A capital Roma é o palco e o seu círculo cultural é o elenco, com proeminentes artistas, todos supérfluos como uma corte inútil de um monarca. Boêmios eruditos. Um antro em que impera a vaidade, um verdadeiro circo de mesquinhez e egos indecorosos que se deixam levar pela pura falsidade. Cada atitude é consequência do desejo de elogios. A reverência à alguém é nada mais que garantir a sua própria exaltação advinda do colega antes enaltecido. Por isso os personagens são extremamente caricatos e mais do que tudo engraçados, devido ao absurdo da egolatria e vestimentas excêntricas.

No centro do furacão e das atenções está a tímida Silvia Roncella, que desponta prestigiada por seus recentes roteiros para teatro. Nessa sociedade, começa a pontilhar a emancipação das mulheres à figura do homem e esse talvez seja um dos principais pretextos que acarretarão na conflituosa vida privada de Silvia e Giustino.

Roncella pouco se importa com a notoriedade ou a fortuna crescente. Para ela a importância de seu trabalho está em se expressar. O prestígio é totalmente dispensável. E para desespero de Giustino ela é alheia à reuniões sociais, o que segundo ele são compromissos essenciais para a divulgação das obras.

A despeito de Silvia Roncella ser, sem sombra de dúvidas, o personagem mais complexo da trama, o real objeto de análise aqui é o seu marido, como denuncia o título do livro.

Para Giustino Boggiolo o que importa são os frutos originados pelo sucesso. A arte nada significa para ele. O dinheiro nem tanto, mas sim, o resultado saudável devido aos seus esforços de divulgação massiva pela mídia, divulgação no exterior, contratos assinados de peças, recrutamento das companhias que encenarão o espetáculo, ensaios desgastantes com os atores, acordos com editoras de livros que ainda nem foram escritos por sua esposa, e por aí vai. Realizando cada tarefa como um agente exemplar. Sua eficiência é tão grande que põe na cabeça que a reputação da esposa não se deve à qualidade dos trabalhos dela, e sim aos esforços dele como o agente de produção.
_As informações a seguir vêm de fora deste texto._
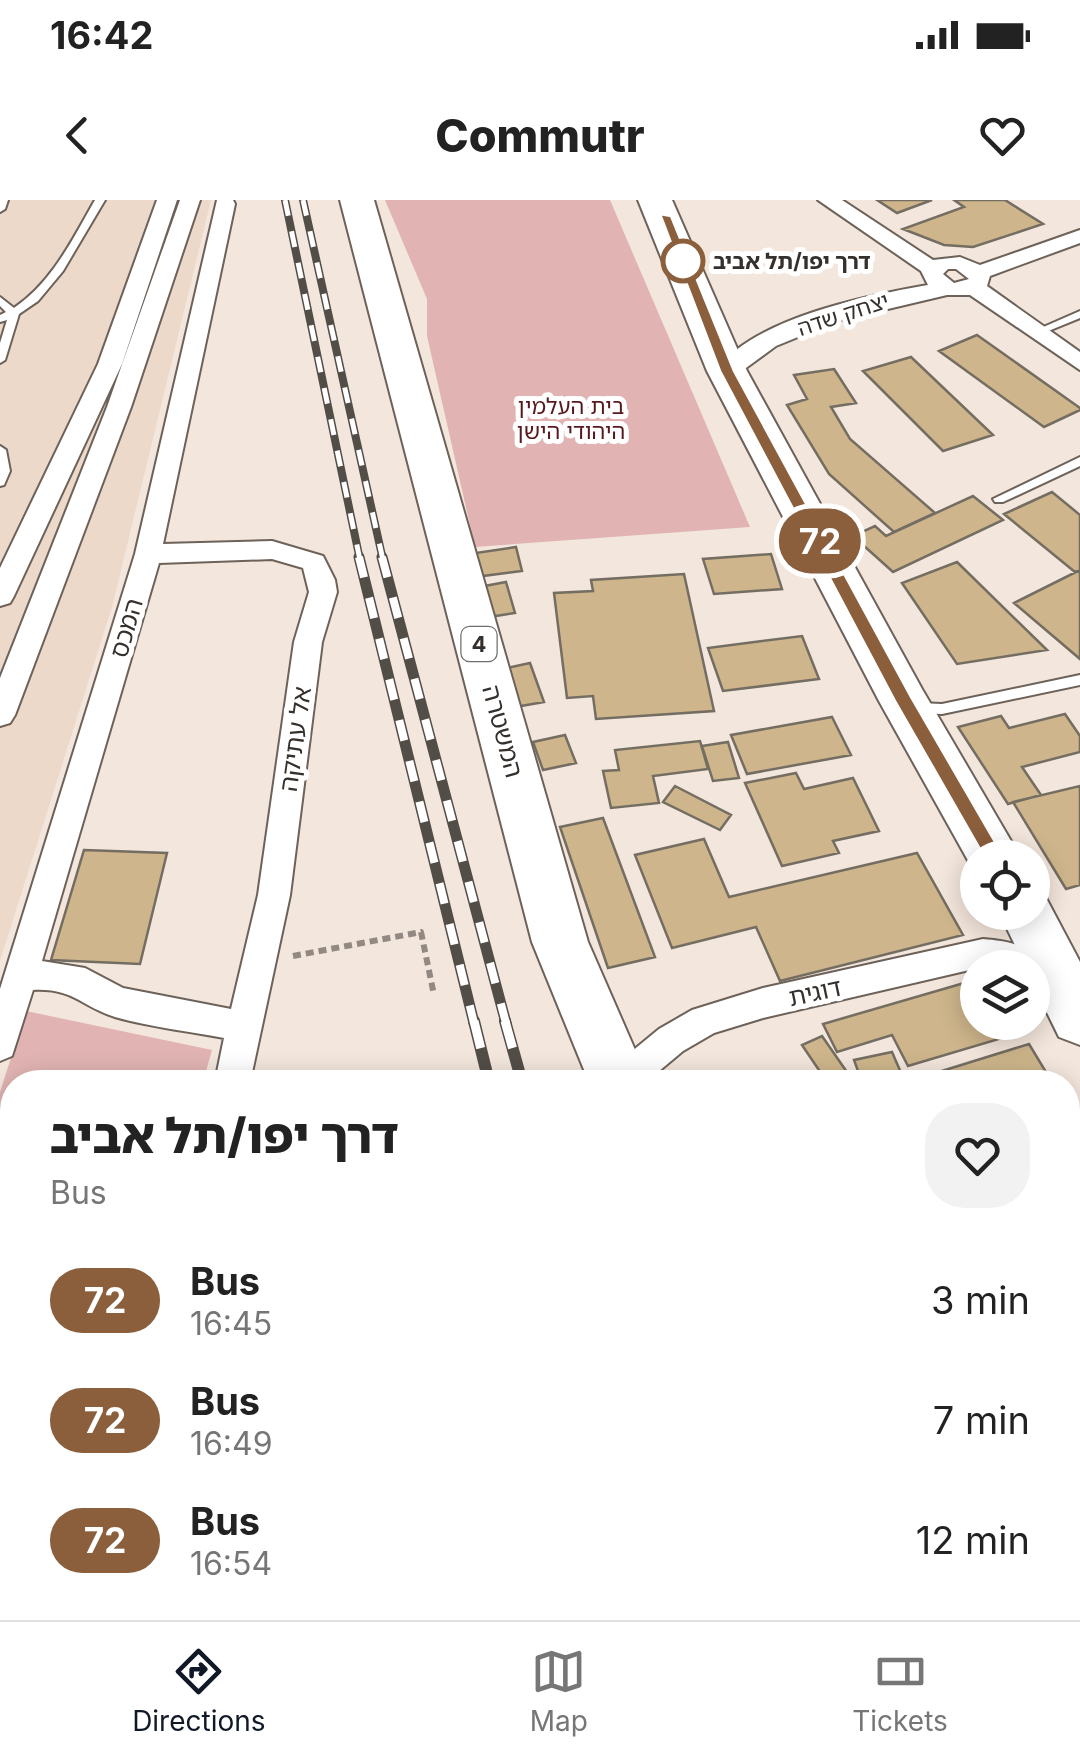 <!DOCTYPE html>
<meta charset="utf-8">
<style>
body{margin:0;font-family:Inter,"Noto Sans Hebrew",sans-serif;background:#f2f2f2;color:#222;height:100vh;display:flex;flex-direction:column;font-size:38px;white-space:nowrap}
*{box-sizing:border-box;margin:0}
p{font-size:32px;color:#767676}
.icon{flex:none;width:55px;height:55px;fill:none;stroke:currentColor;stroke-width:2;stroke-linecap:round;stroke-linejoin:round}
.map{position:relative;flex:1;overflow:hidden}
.details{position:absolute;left:0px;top:870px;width:1080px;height:550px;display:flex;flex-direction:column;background:#fff;border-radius:40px 40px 0 0;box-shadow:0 5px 25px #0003}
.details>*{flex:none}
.badge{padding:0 20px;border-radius:32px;font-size:35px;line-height:65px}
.fabs{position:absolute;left:960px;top:640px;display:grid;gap:20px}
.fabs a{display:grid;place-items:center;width:90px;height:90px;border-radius:50%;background:#fff;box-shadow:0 5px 25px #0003;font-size:50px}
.map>.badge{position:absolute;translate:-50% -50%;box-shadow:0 0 0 5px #fff}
.round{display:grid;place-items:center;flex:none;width:105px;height:105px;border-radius:40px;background:#f2f2f2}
.head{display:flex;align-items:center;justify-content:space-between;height:170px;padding:0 50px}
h1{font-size:48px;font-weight:800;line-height:75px}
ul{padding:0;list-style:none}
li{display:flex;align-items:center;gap:30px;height:120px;padding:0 50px}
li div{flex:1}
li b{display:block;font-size:38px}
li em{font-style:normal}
li .badge{min-width:110px;font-weight:700;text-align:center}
.status{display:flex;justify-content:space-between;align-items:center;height:70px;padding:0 50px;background:#fff;direction:ltr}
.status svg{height:28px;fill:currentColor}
header{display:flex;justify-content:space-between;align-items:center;height:130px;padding:0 50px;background:#fff;font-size:45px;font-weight:800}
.menu{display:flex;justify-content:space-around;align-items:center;height:140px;border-top:2px solid #e0e0e0;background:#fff;font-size:28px;color:#767676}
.menu a{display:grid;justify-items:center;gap:5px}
.menu .on{color:#111827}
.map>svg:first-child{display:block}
.built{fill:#ecd9ca}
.green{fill:#e1b4b3}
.building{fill:#ceb58b;stroke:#746d62;stroke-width:2.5}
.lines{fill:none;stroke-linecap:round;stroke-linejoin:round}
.lane-casing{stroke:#6d6259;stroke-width:4}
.street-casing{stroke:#6d6259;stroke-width:4}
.highway-casing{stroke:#6d6259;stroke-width:4}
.path{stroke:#928982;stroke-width:6;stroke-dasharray:8 5;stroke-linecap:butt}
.lane{fill:#fff;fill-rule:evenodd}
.street{fill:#fff;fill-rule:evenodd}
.highway{fill:#fff;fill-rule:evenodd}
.rail-far2-casing{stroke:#534d48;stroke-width:8}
.rail-far1-casing{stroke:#534d48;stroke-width:11}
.rail-casing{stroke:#534d48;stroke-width:12}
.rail-far2{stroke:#fff;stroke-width:5;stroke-dasharray:16;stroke-linecap:butt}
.rail-far1{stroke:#fff;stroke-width:8;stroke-dasharray:21;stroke-linecap:butt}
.rail{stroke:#fff;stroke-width:9;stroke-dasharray:28;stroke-linecap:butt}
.line{fill:#8b5e3c;stroke:#fff;stroke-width:2.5}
.stop-dot{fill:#fff;stroke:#8b5e3c;stroke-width:5}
.labels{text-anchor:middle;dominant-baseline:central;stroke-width:10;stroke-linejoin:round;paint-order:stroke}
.far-stop-label{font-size:22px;font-weight:bold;fill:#35302c;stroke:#fff;text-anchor:start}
.far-street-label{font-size:22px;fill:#35302c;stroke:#fff}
.far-park-label{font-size:22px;fill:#58191e;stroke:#fff}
.shield{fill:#fff;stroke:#726e6b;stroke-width:2.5}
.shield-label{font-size:22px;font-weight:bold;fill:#35302c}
.street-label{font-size:25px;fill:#35302c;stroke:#fff}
</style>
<div class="status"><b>16:42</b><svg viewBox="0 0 49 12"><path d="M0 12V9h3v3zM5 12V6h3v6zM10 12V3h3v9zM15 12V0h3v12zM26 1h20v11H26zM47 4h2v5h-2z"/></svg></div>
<header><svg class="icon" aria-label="back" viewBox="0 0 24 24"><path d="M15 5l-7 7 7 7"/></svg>Commutr<svg class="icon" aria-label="heart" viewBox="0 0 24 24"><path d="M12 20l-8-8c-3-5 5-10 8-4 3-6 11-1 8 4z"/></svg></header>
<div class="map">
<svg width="1080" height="1420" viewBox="0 0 1080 1420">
<rect width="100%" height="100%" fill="#f3e6dc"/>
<path class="built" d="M0 0H211L112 407 0 761Z"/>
<path class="green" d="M385 0H610L750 327 475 347 427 136V99Z
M26 811 212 850 203 882H12V987L0 986V892Z"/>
<path class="building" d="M877 0H932L897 13Z
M954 0H1005L1043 24 973 47 944 45 903 29 964 7Z
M977 135 1080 208V210L1044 227 939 151Z
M911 157 993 235 943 251 863 171Z
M834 169 856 203 831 207 850 239 935 313 894 332 829 274 787 205 807 199 794 175Z
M1052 292 1080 315V370L1075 372 1004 314Z
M973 296 1003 320 893 372 853 336 875 326 886 336Z
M516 347 522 371 475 377 469 354Z
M771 354 782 389 714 394 703 359Z
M957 362 1047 450 957 464 902 383Z
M1080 370V459L1014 403Z
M684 374 714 511 596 519 593 496 567 498 554 393 593 391 591 380Z
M506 382 515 413 483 418 474 388Z
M802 436 819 479 723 491 708 448Z
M530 463 544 502 515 507 502 469Z
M1065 514 1080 536V552L1022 567 1041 595 1008 604 958 527 1001 516 1009 528Z
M832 517 851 555 747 574 731 535Z
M565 535 576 563 543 570 533 542Z
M700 541 708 569 653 576 659 603 611 608 603 571 619 570 615 550Z
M728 542 739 578 713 581 702 546Z
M796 573 804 589 853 578 879 631 833 641 839 653 782 666 745 583Z
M675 586 731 615 720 630 663 602Z
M1080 586V685L1066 689 1013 602Z
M603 618 655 757 608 768 560 627Z
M704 639 729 697 917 653 963 735 780 781 756 727 672 748 635 655Z
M84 650 167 653 140 764 51 760Z
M978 779V822H1016L1022 832 908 866 892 835 837 852 823 824Z
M822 836 849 875 833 882H827L802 845Z
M1029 844 1052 882H934L929 875Z
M892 852 905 882H862L854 860Z
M1068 923 1080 946V1150L1068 1153V1048L1073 1046 1068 1035Z
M12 1292V1394L0 1407V1305Z
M1080 1330V1420H1037L1030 1408H1068V1336Z
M819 1408H1003L1010 1420H825Z"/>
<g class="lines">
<defs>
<path id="lane" d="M0 0H8L5 9 0 12Z
M95 0H105L63 71 38 101 19 114 5 160 0 163V143L7 120 0 122V115L6 112 0 106V97L14 108C53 81 72 40 95 0Z
M1080 111V118L1041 134 1032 132Z
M0 246 6 250 10 271 4 285 0 286Z
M1080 257V266L1003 302H995L993 299Z
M1080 475V485L942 514 918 513 911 508 918 503 942 504Z"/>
<path id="street" d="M157 0H177L122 164 14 396 10 403 0 406V368L98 164Z
M180 0H200L131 207 15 515 10 523 0 526V478L107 207Z
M217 0H233L235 4 163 344 272 341 323 356 335 380 337 392 322 442 290 695 250 882H215L224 838C188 831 150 827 115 817 82 807 74 788 33 790L12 856 0 861V789L135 354ZM272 359 303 368 309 392 294 442 258 695 231 809 123 788 85 768 42 761 159 363Z
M818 0H842L933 60 960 57 980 65 1080 30V43L990 76 987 86 1080 152V170L970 95H947L837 121 776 146 735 176H719L715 171C755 118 865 96 928 85L921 71ZM948 69H956L969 79 954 83 943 74Z
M983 739C1007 741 1031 744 1043 768L1038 778 1032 780V768H978L763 818 714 833 683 851 646 882H603L608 871 659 829 692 810 763 788Z
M572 1408H616L617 1420H573Z
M758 1408H802L807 1420H763Z"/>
<path id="highway" d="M340 0H374L588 742 649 882H589L532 742Z
M638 0H672L747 171 922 489 1021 658H978L975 673 879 501 707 171Z
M1032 691 1045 696 1080 762V845L1059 837 1032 782V768H1026L999 712H1032Z
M1068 1188 1080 1192V1262L1068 1258Z"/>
</defs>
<use href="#lane" class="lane-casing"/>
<use href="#street" class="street-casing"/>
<use href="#highway" class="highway-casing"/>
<path class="path" d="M293 756 421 732 434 795"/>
<use href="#lane" class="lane"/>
<use href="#street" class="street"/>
<use href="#highway" class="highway"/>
<defs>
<path id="rail-far2" d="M285 0 360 360
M303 0 383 360"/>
<path id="rail-far1" d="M359 357 474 823
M382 357 506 823"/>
<path id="rail" d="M474 821 489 882
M505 821 522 882
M629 1408 632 1420
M670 1408 674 1420"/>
</defs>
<use href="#rail-far2" class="rail-far2-casing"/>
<use href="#rail-far1" class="rail-far1-casing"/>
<use href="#rail" class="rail-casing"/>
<use href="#rail-far2" class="rail-far2"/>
<use href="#rail-far1" class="rail-far1"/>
<use href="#rail" class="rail"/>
</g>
<path class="line" d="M660 14 671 16 734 171 911 497 1001 652V663H988L895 501 720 171Z"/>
<circle class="stop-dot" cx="683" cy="61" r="20"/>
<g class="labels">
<g class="far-stop-label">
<text x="713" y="61">דרך יפו/תל אביב</text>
</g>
<g class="far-street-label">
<text transform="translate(843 114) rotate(-18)">יצחק שדה</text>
</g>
<g class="far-park-label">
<text x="571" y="206">בית העלמין<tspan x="571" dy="25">היהודי הישן</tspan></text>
</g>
<rect class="shield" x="461.5" y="427" width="35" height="34" rx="8"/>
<g class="shield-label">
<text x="479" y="444">4</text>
</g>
<g class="street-label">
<text transform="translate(126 428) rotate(-74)">המכס</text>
<text transform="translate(503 531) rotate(75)">המשטרה</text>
<text transform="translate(295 539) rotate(-82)">אל עתיקה</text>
<text transform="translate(815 792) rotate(-12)">דוגית</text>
</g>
</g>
</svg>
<div class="fabs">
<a><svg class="icon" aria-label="locate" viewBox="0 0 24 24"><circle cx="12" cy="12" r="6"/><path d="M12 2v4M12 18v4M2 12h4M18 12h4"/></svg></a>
<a><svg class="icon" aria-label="layers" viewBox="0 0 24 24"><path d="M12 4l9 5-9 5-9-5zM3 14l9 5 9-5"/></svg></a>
</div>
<b class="badge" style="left:820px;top:341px;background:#8b5e3c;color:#fff">72</b>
<section class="details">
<div class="head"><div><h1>דרך יפו/תל אביב</h1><p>Bus</p></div><a class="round"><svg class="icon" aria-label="heart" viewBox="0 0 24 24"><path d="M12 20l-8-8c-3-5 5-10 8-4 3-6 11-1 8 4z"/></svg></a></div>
<ul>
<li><span class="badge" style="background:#8b5e3c;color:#fff">72</span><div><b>Bus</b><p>16:45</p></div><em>3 min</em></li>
<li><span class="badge" style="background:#8b5e3c;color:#fff">72</span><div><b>Bus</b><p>16:49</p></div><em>7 min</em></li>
<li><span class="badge" style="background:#8b5e3c;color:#fff">72</span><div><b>Bus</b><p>16:54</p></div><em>12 min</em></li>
</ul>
</section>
</div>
<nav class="menu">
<a class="on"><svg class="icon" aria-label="directions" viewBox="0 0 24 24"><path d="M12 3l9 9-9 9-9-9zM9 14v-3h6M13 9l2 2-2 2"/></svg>Directions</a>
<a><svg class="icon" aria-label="map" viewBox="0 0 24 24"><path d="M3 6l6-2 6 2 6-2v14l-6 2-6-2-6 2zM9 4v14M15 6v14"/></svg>Map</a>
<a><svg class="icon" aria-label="tickets" viewBox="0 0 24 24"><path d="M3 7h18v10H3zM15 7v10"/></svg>Tickets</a>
</nav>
Boggiolo parece se dar conta de ser motivo de chacota em todo meio literário pela forma como se porta e por essa imposição doentia à sua esposa. Se diz indiferente à zombaria, porém é vaidoso acima de qualquer outro atributo. Pela falta de compreensão da aflição que suas atitudes causam na amada, pagará muito caro, sendo dedicado a ele somente a repulsa de Silvia.

Não há lugar na estória para o filho dos dois, Vittorino. A atenção ao menino é tão diminuta que dá a entender que ele nunca teve o amor de sua mãe, e sobretudo de seu pai. Sua morte prematura, que poderia ser o artifício que reuniria Silvia e Giustino, ao menos na ótica do marido, acarreta no afastamento definitivo dos dois, particularmente pela rejeição da mulher.
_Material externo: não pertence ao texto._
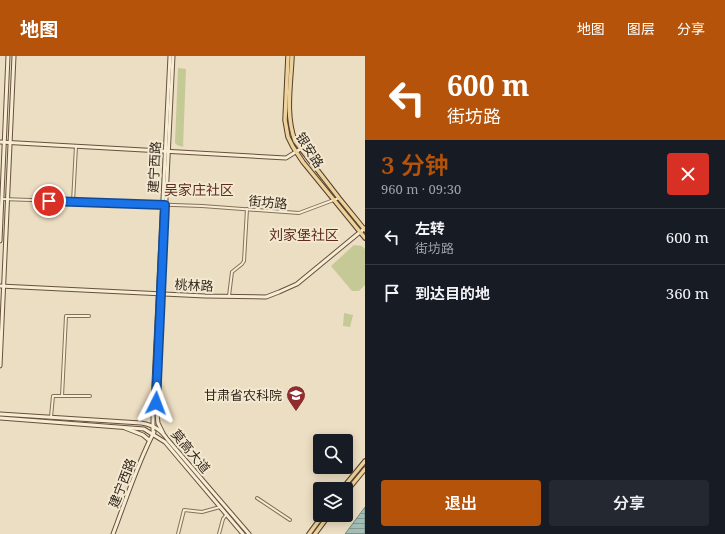 <!DOCTYPE html>
<html lang="zh">
<meta charset="utf-8">
<style>
body{margin:0;font-family:"Noto Serif","Noto Sans SC",serif;background:#242831;color:#f1f3f6;height:100vh;display:flex;flex-direction:column;font-size:15px;white-space:nowrap}
*{box-sizing:border-box;margin:0}
p{font-size:13px;color:#9ea1a6}
.icon{flex:none;width:22px;height:22px;fill:none;stroke:currentColor;stroke-width:2;stroke-linecap:round;stroke-linejoin:round}
.map{position:relative;flex:1;overflow:hidden}
.side{display:flex;flex-direction:column;background:#171b24;width:360px}
.side>*{flex:none}
.banner{background:#b45309;color:#fff;overflow:hidden}
.tools{position:absolute;left:313px;top:378px;display:grid;gap:8px}
.tools a{display:grid;place-items:center;width:40px;height:40px;border-radius:4px;background:#171b24;box-shadow:0 2px 10px #0003;font-size:20px}
.pin{position:absolute;display:grid;place-items:center;width:34px;height:34px;color:#fff;margin:-17px;border:2px solid #fff;border-radius:50%;box-shadow:0 1px 4px #0007}
.me{position:absolute;width:44px;margin:-22px;rotate:3deg;stroke-linejoin:round;filter:drop-shadow(0 0 3px #0008)}
.turn{display:flex;align-items:center;gap:14px;height:84px;padding:0 16px;font-size:18px}
.turn .icon{width:52px;height:52px;stroke-width:2.5}
.turn b{display:block;font-size:28px;line-height:34px}
.round{display:grid;place-items:center;flex:none;width:42px;height:42px;border-radius:4px;background:#242831}
.headline{display:flex;align-items:center;justify-content:space-between;height:68px;padding:0 16px}
h1{font-size:24px;font-weight:600;line-height:30px;color:#b45309}
.button{display:flex;gap:8px;margin-top:auto;padding:8px 16px}
.button a{flex:1;height:46px;border-radius:4px;background:#b45309;color:#fff;font-size:16px;font-weight:600;line-height:46px;text-align:center}
.button a+a{background:#242831;color:#f1f3f6}
ul{padding:0;list-style:none}
li{display:flex;align-items:center;gap:12px;height:56px;padding:0 16px;border-top:1px solid #363941}
li div{flex:1}
li b{display:block;font-size:15px}
li em{font-style:normal}
header{display:flex;align-items:center;gap:24px;box-sizing:border-box;height:56px;padding:0 20px;background:#b45309;color:#fff}
header strong{font-size:19px}
nav{display:flex;gap:22px;margin-inline-start:auto;font-size:14px}
main{display:flex;flex:1;min-height:0}
.map>svg:first-child{display:block}
.green{fill:#c4c996}
.water{fill:url(#water-rules);stroke:#6c8c83}
.lines{fill:none;stroke-linecap:round;stroke-linejoin:round}
.street-casing{stroke:#84705a;stroke-width:4}
.secondary-casing{stroke:#66513d;stroke-width:5}
.primary-casing{stroke:#523e2e;stroke-width:5.5}
.street{stroke:#f7ecd4;stroke-width:2}
.secondary{stroke:#f7ecd4;stroke-width:3}
.primary{stroke:#edd29b;stroke-width:3.5}
.route-casing{stroke:#114b97;stroke-width:10}
.route{stroke:#1a73e8;stroke-width:7}
.labels{text-anchor:middle;dominant-baseline:central;stroke-width:4;stroke-linejoin:round;paint-order:stroke}
.street-label{font-size:13px;fill:#35281e;stroke:#f3e9d1}
.poi-label{font-size:13px;fill:#35281e;stroke:#f3e9d1;text-anchor:end}
.neighbourhood-label{font-size:14px;fill:#5f2b1f;stroke:#f3e9d1}
</style>
<header>
<strong>地图</strong>
<nav><a>地图</a><a>图层</a><a>分享</a></nav>
</header>
<main>
<div class="map">
<svg width="365" height="478" viewBox="0 0 365 478">
<defs>
<pattern id="water-rules" width="6" height="5" patternUnits="userSpaceOnUse"><rect width="6" height="5" fill="#a4beb6"/><path d="M0 2.5h6" fill="none" stroke="#869a93"/></pattern>
</defs>
<rect width="100%" height="100%" fill="#ecdec2"/>
<g class="green">
<path d="M178 12 186 13 183 91 177 89 175 87Z"/>
<path d="M354 189 362 190 365 193V229L359 235H352L331 210Z"/>
<path d="M344 257 353 259 350 271 343 270Z"/>
</g>
<path class="water" d="M365 451V478H345Z"/>
<g class="lines">
<g class="street-casing">
<g id="street">
<path d="M2 143 202 150 299 157 339 142"/>
<path d="M73 146 76 90"/>
<path d="M229 240 232 216 242 208 244 205 247 153"/>
<path d="M62 340 66 260H89"/>
<path d="M51 361 53 340H90"/>
<path d="M257 442 290 464"/>
<path d="M178 478 184 454 202 456 220 451"/>
<path d="M219 478 223 463 226 459"/>
</g>
</g>
<g class="secondary-casing">
<g id="secondary">
<path d="M0 86 286 102 302 92"/>
<path d="M0 185 8 0"/>
<path d="M0 230 205 240 266 241 279 236 297 228 365 172"/>
<path d="M0 310 14 0"/>
<path d="M0 358 141 367C154 369 161 374 168 384L249 478"/>
<path d="M0 362 144 373 165 386 243 478"/>
<path d="M125 372 143 379 149 384"/>
<path d="M163 377 158 367 156 347 173 0"/>
<path d="M153 378V347L170 0"/>
<path d="M113 478C126 444 137 408 154 376"/>
</g>
</g>
<g class="primary-casing">
<g id="primary">
<path d="M288 0 285 64 288 81 293 91 303 106 365 182"/>
<path d="M292 0C291 28 285 58 295 85L339 142 365 174"/>
<path d="M342 433 365 405"/>
<path d="M346 436 365 413"/>
<path d="M309 478 323 459"/>
<path d="M315 478 329 459"/>
</g>
</g>
<use href="#street" class="street"/>
<use href="#secondary" class="secondary"/>
<use href="#primary" class="primary"/>
</g>
<g class="lines">
<g class="route-casing">
<path id="route" d="M49 145 165 149 156 347"/>
</g>
<use href="#route" class="route"/>
</g>
<defs>
<g id="university-pin" transform="scale(1)"><path d="M0 17L-7.5 6A9.5 9.5 0 1 1 7.5 6Z" fill="#902d2f" stroke="#f3e9d1"/><path d="M0-5L7-2L0 1L-7-2ZM-4 1L0 2.5L4 1V4Q0 6-4 4Z" fill="#fff"/></g>
</defs>
<g fill-rule="evenodd">
<use href="#university-pin" x="296" y="339"/>
</g>
<g class="labels">
<g class="street-label">
<text transform="translate(310 94) rotate(57)">银安路</text>
<text transform="translate(154 111) rotate(-87)">建宁西路</text>
<text transform="translate(268 146) rotate(5)">街坊路</text>
<text transform="translate(194 229) rotate(3)">桃林路</text>
<text transform="translate(191 395) rotate(50)">莫高大道</text>
<text transform="translate(122 427) rotate(-69)">建宁西路</text>
</g>
<g class="poi-label">
<text x="282" y="339">甘肃省农科院</text>
</g>
<g class="neighbourhood-label">
<text x="199" y="133">吴家庄社区</text>
<text x="304" y="178">刘家堡社区</text>
</g>
</g>
</svg>
<div class="tools">
<a><svg class="icon" aria-label="search" viewBox="0 0 24 24"><circle cx="10" cy="10" r="6"/><path d="M15 15l6 6"/></svg></a>
<a><svg class="icon" aria-label="layers" viewBox="0 0 24 24"><path d="M12 4l9 5-9 5-9-5zM3 14l9 5 9-5"/></svg></a>
</div>
<div class="pin" style="left:49px;top:145px;background:#d93025"><svg class="icon" aria-label="arrive" viewBox="0 0 24 24"><path d="M6 21V4h12l-3 4 3 4H6"/></svg></div>
<svg class="me" style="left:156px;top:347px" viewBox="-20 -20 40 40"><path d="M0-17L14 15 0 8-14 15z" fill="#1a73e8" stroke="#fff" stroke-width="4"/></svg>
</div>
<section class="side">
<div class="banner">
<div class="turn"><svg class="icon" aria-label="left" viewBox="0 0 24 24"><path d="M17 20v-9H6M10 6l-5 5 5 5"/></svg><div><b>600 m</b>街坊路</div></div>
</div>
<div class="headline"><div><h1>3 分钟</h1><p>960 m · 09:30</p></div><a class="round" style="background:#d93025;color:#fff"><svg class="icon" aria-label="close" viewBox="0 0 24 24"><path d="M6 6l12 12M18 6L6 18"/></svg></a></div>
<ul>
<li><svg class="icon" aria-label="left" viewBox="0 0 24 24"><path d="M17 20v-9H6M10 6l-5 5 5 5"/></svg><div><b>左转</b><p>街坊路</p></div><em>600 m</em></li>
<li><svg class="icon" aria-label="arrive" viewBox="0 0 24 24"><path d="M6 21V4h12l-3 4 3 4H6"/></svg><div><b>到达目的地</b></div><em>360 m</em></li>
</ul>
<div class="button"><a>退出</a><a>分享</a></div>
</section>
</main>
O Marido Dela atinge sua enorme relevância ao perscrutar o relacionamento fragilizado. Penetra naquela relação que quem está de fora, a olhos nus,  não consegue enxergar tamanho desgaste. A ferrugem presente no alvorecer desse casamento corrói até se consumar na ruptura definitiva entre os cônjuges.

Pirandello aborda de forma sublime as vicissitudes da coexistência entre casal em que ambos sofrem profundamente. Os ressentimentos vão sendo talhados ao longo da convivência de anos de desavenças. São explanações verossímeis as que o autor recorre, quase filosóficas, de tão bem apuradas à essência do comportamental humano. Pequenices narcisistas arraigadas na psique do indivíduo comum.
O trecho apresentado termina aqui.